▸ Saved data entries:
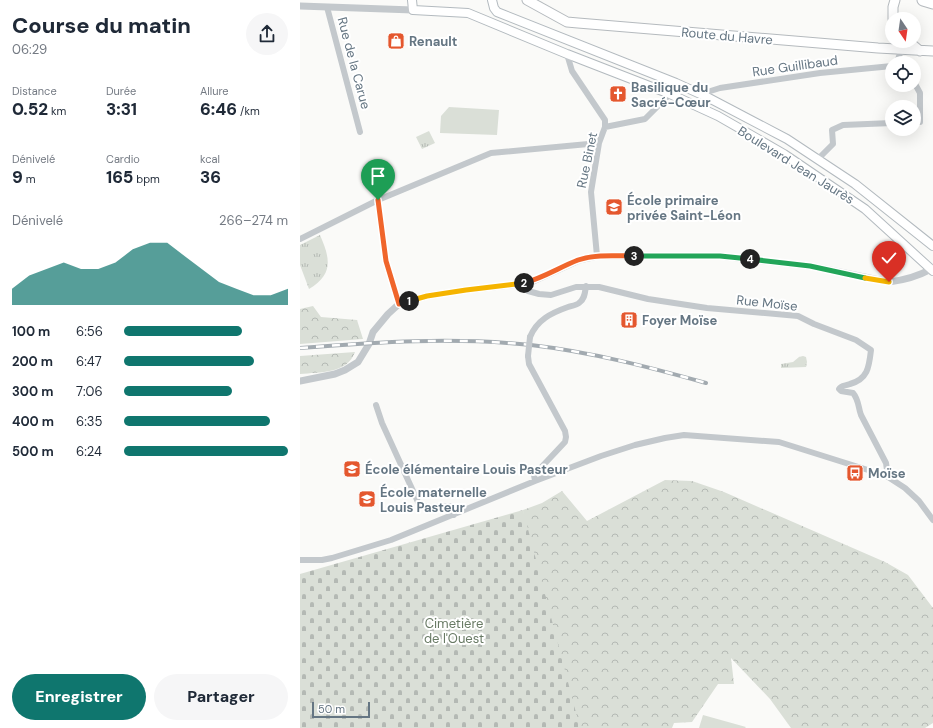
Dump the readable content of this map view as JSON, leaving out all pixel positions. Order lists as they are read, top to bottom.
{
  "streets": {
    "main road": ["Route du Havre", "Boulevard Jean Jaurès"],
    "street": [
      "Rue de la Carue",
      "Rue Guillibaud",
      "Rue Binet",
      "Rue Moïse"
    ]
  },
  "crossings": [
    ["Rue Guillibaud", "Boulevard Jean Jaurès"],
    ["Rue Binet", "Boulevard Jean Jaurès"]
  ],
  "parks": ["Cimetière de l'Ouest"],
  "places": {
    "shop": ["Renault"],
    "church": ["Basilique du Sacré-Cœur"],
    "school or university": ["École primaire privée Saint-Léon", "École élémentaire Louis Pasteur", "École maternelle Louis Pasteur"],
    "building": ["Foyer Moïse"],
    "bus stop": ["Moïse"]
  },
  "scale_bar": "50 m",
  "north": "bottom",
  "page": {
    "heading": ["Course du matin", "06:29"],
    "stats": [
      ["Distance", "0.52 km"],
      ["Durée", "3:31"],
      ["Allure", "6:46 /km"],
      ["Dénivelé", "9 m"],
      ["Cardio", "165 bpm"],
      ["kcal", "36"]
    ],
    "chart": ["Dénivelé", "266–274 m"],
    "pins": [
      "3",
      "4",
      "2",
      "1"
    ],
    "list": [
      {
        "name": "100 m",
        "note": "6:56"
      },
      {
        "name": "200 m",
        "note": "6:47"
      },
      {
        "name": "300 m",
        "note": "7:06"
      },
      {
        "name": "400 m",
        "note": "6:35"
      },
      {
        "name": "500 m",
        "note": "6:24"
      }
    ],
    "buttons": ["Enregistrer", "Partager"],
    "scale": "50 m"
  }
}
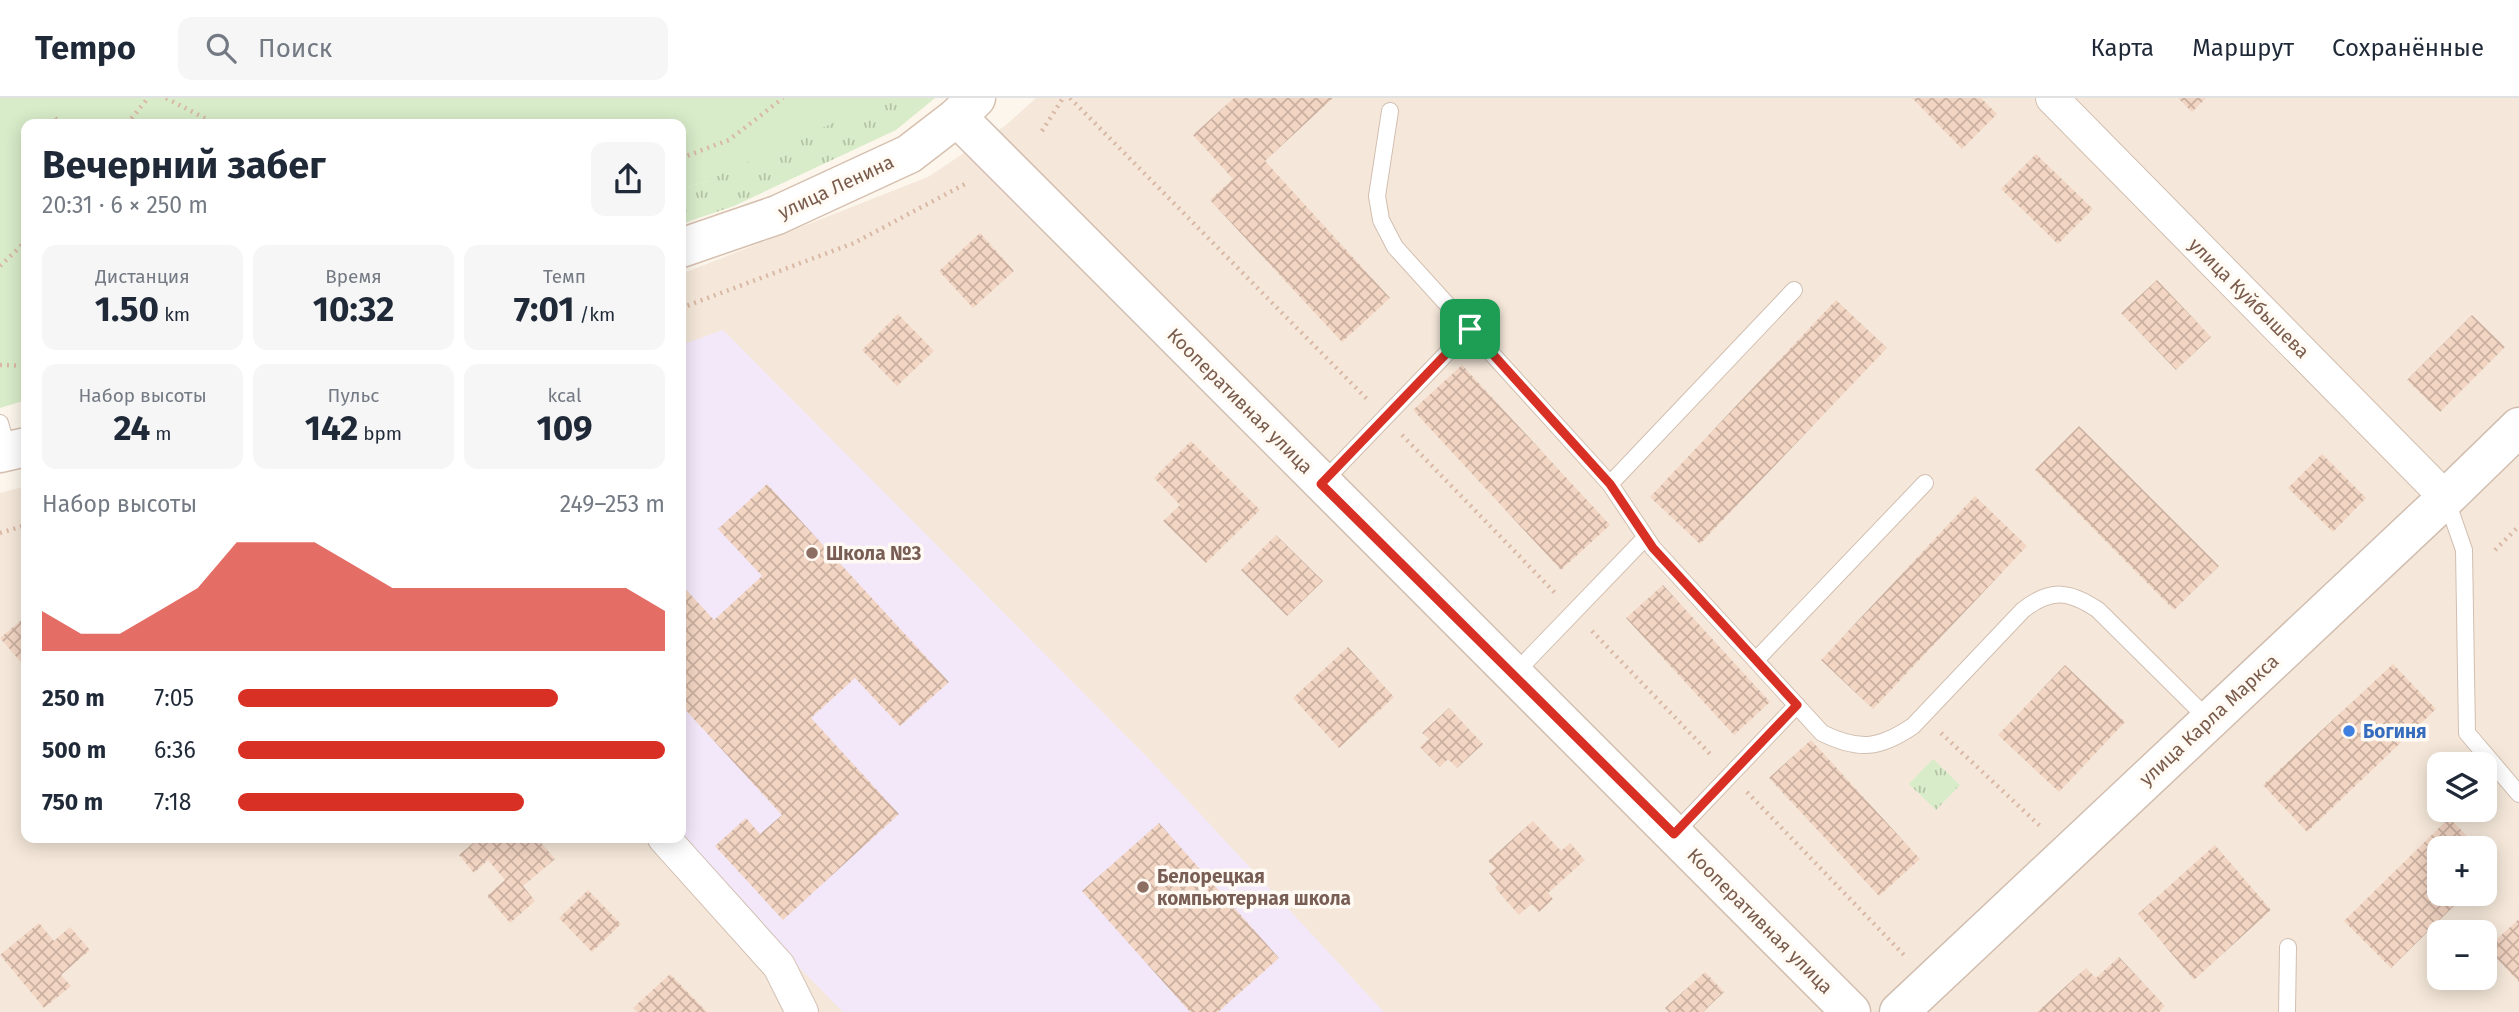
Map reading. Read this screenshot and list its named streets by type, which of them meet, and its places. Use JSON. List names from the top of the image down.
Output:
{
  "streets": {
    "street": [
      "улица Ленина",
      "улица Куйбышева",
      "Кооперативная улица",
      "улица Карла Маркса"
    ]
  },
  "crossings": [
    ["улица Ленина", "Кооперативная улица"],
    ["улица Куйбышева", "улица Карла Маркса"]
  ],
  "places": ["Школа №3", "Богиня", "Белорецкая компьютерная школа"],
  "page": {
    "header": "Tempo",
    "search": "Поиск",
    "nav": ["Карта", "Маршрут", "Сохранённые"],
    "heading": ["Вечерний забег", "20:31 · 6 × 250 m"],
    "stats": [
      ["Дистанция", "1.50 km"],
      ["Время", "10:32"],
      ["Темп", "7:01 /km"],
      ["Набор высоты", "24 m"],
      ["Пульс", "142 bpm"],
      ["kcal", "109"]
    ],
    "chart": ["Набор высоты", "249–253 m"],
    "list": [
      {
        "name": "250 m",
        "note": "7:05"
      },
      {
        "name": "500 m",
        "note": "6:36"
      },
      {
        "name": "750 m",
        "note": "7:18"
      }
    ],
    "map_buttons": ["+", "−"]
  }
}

▸ Your assignment: The answer is each line from the entries above in which the word "Карла" occurs.

▸ Reply:
      "улица Карла Маркса"
    ["улица Куйбышева", "улица Карла Маркса"]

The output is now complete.